__ACTIVITY__.
Please return every line below that contains the string "Meat".

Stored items

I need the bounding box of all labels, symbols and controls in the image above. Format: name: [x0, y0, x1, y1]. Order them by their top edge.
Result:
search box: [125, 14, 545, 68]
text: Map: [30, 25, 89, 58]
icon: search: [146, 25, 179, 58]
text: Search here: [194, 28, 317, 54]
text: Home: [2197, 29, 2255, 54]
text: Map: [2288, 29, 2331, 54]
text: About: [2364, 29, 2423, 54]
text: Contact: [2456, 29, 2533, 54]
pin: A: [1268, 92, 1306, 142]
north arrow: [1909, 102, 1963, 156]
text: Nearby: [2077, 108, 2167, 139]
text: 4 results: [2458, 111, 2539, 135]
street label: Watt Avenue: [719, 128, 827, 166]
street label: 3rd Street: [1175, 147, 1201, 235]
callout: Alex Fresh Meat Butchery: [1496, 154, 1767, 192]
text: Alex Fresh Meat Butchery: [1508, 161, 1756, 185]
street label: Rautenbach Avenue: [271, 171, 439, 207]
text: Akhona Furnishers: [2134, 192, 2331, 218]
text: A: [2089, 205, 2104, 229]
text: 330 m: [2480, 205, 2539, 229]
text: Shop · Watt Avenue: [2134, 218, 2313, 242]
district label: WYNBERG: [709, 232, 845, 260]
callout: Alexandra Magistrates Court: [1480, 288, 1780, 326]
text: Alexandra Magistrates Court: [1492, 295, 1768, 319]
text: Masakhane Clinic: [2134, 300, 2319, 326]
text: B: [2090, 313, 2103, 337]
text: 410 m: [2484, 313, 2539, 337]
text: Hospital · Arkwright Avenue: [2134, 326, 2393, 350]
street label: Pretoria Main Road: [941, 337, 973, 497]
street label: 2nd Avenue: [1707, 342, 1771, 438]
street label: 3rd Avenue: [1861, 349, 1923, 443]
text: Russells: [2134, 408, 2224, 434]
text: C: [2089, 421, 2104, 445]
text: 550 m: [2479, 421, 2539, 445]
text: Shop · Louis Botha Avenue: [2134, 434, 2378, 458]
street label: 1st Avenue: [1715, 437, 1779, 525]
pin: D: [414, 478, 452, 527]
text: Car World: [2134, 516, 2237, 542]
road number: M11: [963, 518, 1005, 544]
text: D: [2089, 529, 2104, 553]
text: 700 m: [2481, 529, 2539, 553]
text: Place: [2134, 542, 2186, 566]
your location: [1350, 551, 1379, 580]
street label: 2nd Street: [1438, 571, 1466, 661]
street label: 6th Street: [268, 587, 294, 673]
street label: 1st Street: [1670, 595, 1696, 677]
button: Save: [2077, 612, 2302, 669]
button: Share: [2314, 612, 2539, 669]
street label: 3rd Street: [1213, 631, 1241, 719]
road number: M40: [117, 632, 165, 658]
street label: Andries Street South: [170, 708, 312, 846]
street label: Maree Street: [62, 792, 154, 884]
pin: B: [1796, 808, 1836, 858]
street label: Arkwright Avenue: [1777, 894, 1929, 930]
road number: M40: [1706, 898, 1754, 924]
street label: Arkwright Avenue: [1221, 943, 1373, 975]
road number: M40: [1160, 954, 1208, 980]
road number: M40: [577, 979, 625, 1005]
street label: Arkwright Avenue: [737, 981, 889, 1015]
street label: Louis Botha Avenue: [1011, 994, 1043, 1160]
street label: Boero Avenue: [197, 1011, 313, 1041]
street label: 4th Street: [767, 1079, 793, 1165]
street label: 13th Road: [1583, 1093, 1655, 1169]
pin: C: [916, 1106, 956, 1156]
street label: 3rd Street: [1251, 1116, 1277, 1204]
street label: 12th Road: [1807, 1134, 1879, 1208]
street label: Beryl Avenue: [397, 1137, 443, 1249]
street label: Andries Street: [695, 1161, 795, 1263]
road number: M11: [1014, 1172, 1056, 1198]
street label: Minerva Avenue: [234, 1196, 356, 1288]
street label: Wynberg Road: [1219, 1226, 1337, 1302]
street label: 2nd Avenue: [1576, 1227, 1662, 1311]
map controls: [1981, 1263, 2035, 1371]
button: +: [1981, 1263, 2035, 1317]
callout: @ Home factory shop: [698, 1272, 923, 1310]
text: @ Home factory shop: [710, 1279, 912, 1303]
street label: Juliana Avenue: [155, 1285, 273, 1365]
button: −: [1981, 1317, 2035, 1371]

__WRITTEN RESPONSE__.
callout: Alex Fresh Meat Butchery: [1496, 154, 1767, 192]
text: Alex Fresh Meat Butchery: [1508, 161, 1756, 185]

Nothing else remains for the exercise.